Multiple View Geometry in Computer Vision Chapter 4 Solutions -- Estimation

Here’s a quick index to all the problems in this chapter. I have skipped the text for notes and only included the text for the exercises.

iii iv v vi viii

The main index can be found here.

Note that there is a typographical error in Note (i). $H\textbf{x}_i = k(x_i, y_i, 1)^T$ should be $H\textbf{x}_i = k(x’_i, y’_i, 1)^T$ instead.

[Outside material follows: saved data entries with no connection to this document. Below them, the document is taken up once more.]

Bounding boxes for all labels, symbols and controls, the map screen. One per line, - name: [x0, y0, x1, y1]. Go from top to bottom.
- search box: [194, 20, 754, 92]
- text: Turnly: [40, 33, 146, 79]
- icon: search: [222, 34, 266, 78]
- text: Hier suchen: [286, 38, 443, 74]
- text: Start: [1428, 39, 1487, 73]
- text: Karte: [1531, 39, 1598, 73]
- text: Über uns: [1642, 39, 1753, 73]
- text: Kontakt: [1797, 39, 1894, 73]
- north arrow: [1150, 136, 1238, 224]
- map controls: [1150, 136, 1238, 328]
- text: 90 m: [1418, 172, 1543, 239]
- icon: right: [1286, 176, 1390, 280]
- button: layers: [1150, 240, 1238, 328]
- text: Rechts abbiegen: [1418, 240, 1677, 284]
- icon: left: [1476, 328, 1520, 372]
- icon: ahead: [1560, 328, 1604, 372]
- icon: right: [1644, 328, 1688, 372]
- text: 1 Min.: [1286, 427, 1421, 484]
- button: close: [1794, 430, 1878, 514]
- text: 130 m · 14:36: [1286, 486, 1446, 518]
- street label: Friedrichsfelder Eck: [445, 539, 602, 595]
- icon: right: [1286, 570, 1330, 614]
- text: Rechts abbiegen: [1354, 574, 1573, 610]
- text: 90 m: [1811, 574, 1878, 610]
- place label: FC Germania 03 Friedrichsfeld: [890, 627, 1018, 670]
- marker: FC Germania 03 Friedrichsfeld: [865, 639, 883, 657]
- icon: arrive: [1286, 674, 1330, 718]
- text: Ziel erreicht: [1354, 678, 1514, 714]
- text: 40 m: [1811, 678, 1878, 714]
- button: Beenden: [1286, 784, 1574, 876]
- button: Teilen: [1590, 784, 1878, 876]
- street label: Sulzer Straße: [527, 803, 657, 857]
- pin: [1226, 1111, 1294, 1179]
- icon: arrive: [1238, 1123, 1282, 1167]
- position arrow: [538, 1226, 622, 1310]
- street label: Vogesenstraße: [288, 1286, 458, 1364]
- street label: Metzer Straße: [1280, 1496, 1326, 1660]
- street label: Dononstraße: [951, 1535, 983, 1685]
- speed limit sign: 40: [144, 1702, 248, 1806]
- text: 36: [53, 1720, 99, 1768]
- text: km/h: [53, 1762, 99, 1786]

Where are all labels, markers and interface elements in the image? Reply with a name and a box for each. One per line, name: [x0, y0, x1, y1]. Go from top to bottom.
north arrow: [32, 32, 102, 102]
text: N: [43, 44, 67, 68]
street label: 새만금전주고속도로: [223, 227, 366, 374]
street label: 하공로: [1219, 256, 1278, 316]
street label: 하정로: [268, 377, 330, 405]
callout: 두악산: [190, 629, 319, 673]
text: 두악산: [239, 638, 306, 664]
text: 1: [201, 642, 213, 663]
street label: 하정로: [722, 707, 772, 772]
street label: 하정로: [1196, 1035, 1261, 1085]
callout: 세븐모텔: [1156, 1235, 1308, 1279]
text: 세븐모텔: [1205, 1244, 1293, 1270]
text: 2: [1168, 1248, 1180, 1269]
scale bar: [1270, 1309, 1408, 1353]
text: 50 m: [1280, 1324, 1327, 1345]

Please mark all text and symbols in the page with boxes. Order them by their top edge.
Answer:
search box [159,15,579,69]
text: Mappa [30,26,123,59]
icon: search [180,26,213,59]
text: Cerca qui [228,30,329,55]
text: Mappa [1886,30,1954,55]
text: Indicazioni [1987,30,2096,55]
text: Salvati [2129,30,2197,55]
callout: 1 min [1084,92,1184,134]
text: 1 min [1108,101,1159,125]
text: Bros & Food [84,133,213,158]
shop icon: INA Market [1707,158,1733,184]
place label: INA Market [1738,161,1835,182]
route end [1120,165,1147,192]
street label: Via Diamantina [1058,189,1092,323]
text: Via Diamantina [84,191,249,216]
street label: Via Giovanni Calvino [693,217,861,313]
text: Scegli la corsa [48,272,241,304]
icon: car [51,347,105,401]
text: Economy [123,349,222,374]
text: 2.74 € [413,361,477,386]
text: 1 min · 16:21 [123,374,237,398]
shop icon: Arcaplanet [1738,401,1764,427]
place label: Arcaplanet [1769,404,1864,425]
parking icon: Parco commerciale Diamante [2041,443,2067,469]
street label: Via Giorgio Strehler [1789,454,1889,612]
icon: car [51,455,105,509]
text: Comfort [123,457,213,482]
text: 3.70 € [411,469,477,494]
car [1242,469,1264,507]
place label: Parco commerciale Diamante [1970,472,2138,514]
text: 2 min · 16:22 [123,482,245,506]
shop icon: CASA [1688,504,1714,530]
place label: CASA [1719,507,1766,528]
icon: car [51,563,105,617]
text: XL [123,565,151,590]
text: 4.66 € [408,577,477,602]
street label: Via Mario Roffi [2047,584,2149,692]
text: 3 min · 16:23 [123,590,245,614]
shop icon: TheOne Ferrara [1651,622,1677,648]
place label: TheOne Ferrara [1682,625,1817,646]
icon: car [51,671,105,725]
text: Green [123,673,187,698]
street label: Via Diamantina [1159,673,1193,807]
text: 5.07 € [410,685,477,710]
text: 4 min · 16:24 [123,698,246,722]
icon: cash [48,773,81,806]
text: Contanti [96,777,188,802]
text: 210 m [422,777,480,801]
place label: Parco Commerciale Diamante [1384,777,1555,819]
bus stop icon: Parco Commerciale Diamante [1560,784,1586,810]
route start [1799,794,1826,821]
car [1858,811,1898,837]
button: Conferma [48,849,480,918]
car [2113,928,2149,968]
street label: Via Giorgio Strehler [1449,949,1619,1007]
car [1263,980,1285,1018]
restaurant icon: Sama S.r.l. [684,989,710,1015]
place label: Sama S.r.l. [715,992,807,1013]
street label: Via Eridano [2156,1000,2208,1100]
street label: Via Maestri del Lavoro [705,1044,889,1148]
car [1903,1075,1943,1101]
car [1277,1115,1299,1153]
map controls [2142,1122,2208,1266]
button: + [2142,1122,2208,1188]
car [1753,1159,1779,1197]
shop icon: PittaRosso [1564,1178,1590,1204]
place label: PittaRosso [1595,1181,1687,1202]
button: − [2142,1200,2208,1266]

III. Scaling unbounded point sets. In the case of points at or near infinity in a plane, it is neither reasonable nor feasible to normalize coordinates using the isotropic (or non-isotropic) scaling schemes presented in this chapter, since the centroid and scale are infinite or near infinite. A method that seems to give good results is to normalize the set of points $\textbf{x}_i = (x_i, y_i, w_i)^T$ such that $$\sum\limits_{i} x_i = \sum\limits_{i} y_i = 0 ; \sum\limits_{i} x^2_i + y^2_i = 2\sum\limits_{i} w^2_i; \sum\limits_{i} x^2_i + y^2_i + w^2_i = 1 \forall i$$
Note that the coordinates $x_i$ and $y_i$ appearing here are the homogeneous coordinates, and the conditions no longer imply that the centroid is at the origin. Investigate methods of achieving this normalization, and evaluate its properties.

An equivalent problem, that of normalizing line coordinates when some lines pass through or near the origin, is discussed in detail in the paper “A new normalized method on line-based homography estimation” ¹. I recommend reading the paper to get a complete understanding of how the normalization reduces the condition number of the DLT matrix, making it less sensitive to noise. I will summarize below the transformations that lead to the required normalizations, and their properties. The goal is to spread out the points around the origin instead of having clusters of points far apart.

The following matrix $T$ ensures that $\sum\limits_{i} x_i = \sum\limits_{i} y_i = 0 \forall i$. In effect, it makes the relative distribution of the point coordinates more homogeneous about the $w$-axis in the $xyw$ 3D space.

$$T = \begin{pmatrix} 1 & 0 & -\frac{\sum{x_i}}{\sum{w_i}} \\ 0 & 1 & -\frac{\sum{y_i}}{\sum{w_i}} \\ 0 & 0 & 1 \end{pmatrix}$$

The following matrix $S$, applied after $T$, ensures that $\sum\limits_{i} x^2_i + y^2_i = 2\sum\limits_{i} w^2_i \forall i$. It makes the ratio of distance of a point from the $xy$ plane to its distance from the $w$ axis equal to $\sqrt{2}$, thus make the distribution of the point coordinates in $xyw$ space more homogeneous.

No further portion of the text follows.